Figure 7. The 20 fragments selected by the G1 measure. The appearance of each fragment under each of the four illuminations is shown, as well as the fragment's Extended and Invariant MI.
The composite object was generated by graphically overlaying the sample fragment over a randomly drawn “background” embryo. The composite object was shown to the subject behind a rectangular translucent occluder with a hole, so that only the sample fragment (0.53° × 0.53°) was visible unhindered through the hole in its proper position on the object, whereas the rest of the object appeared as a faded “background” (see Figure 6). This design helped ensure that the subjects saw the sample fragment in its proper spatial context. This design is better than presenting the sample fragment by itself without the spatial context, because it minimizes the possibility that the subject may have to use semantic and spatial cues (e.g., configural cues, such “the corner of the left eye”) to help perform the task.
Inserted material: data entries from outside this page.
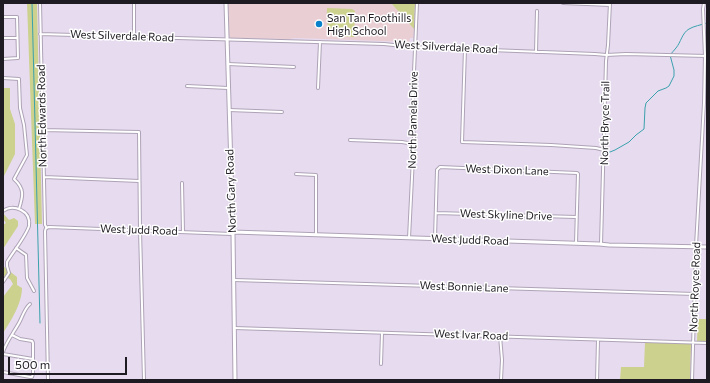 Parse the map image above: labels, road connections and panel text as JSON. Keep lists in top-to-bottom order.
{
  "streets": {
    "street": [
      "West Silverdale Road",
      "North Edwards Road",
      "North Pamela Drive",
      "North Bryce Trail",
      "West Dixon Lane",
      "North Gary Road",
      "West Skyline Drive",
      "West Judd Road",
      "West Bonnie Lane",
      "North Royce Road",
      "West Ivar Road"
    ]
  },
  "crossings": [
    ["West Silverdale Road", "North Edwards Road"],
    ["West Silverdale Road", "North Pamela Drive"],
    ["West Silverdale Road", "North Bryce Trail"],
    ["West Silverdale Road", "North Gary Road"],
    ["West Silverdale Road", "North Royce Road"],
    ["North Edwards Road", "West Judd Road"],
    ["North Pamela Drive", "West Judd Road"],
    ["North Bryce Trail", "West Judd Road"],
    ["West Dixon Lane", "West Skyline Drive"],
    ["North Gary Road", "West Judd Road"],
    ["North Gary Road", "West Bonnie Lane"],
    ["North Gary Road", "West Ivar Road"],
    ["West Judd Road", "North Royce Road"],
    ["West Bonnie Lane", "North Royce Road"],
    ["North Royce Road", "West Ivar Road"]
  ],
  "places": ["San Tan Foothills High School"],
  "scale_bar": "500 m"
} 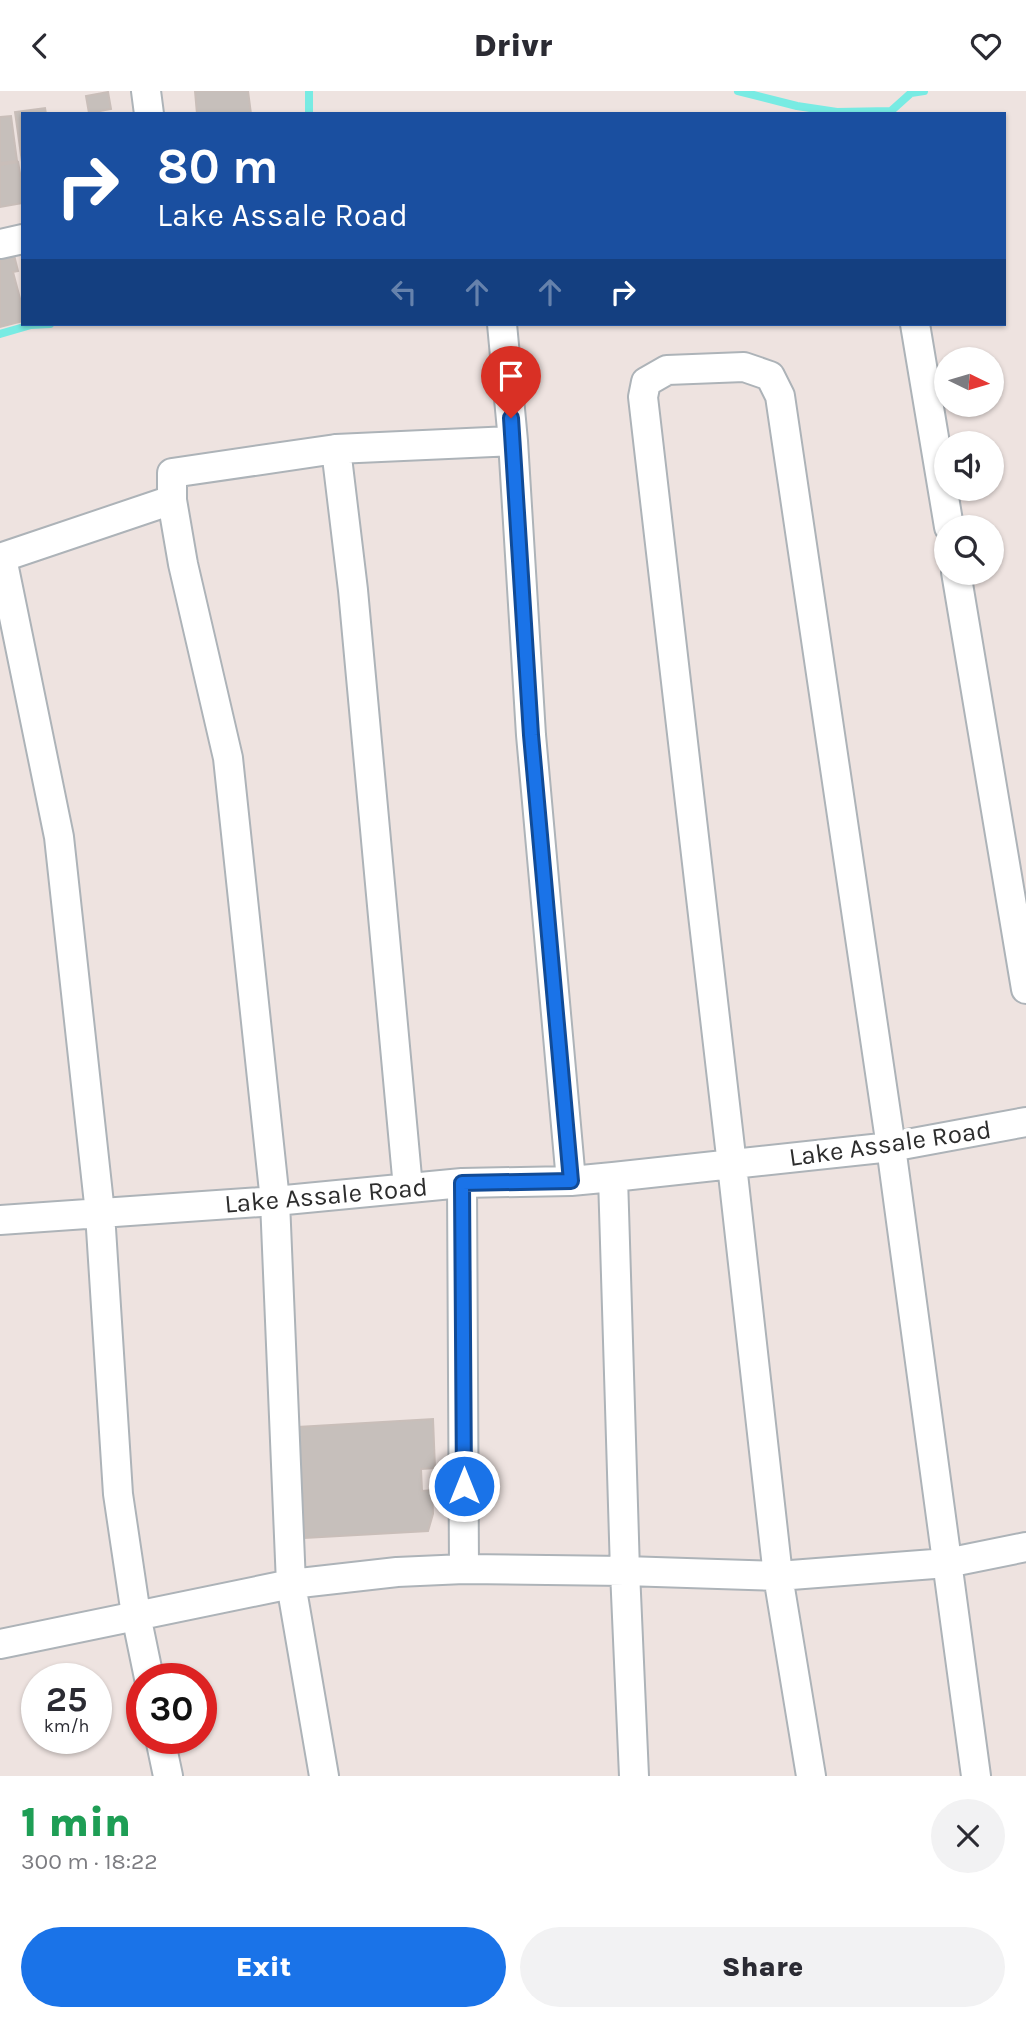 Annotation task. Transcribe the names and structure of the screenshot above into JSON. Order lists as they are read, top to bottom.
{
  "streets": {
    "street": ["Lake Assale Road"]
  },
  "north": "right",
  "page": {
    "header": "Drivr",
    "turn": ["80 m", "Lake Assale Road"],
    "speed": "25 km/h",
    "limit": "30",
    "heading": ["1 min", "300 m · 18:22"],
    "buttons": ["Exit", "Share"]
  }
}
Subjects were informed that only the unoccluded fragment of the composite object was useful for the task, and that the faded background portion of the composite object (i.e., the portion visible behind the translucent occluder) was randomly selected, so that they would not be able to perform the task above chance levels using the background object.
Two different test objects (called “test embryos”) were shown on either side of the composite object. Whole objects, rather than just fragments, were used as test objects to help ensure that (1) the task involved object identification, as opposed to simple visual matching of individual fragments, and (2) task required only implicit perceptual learning and not declarative (or explicit) association between a fragment and an object.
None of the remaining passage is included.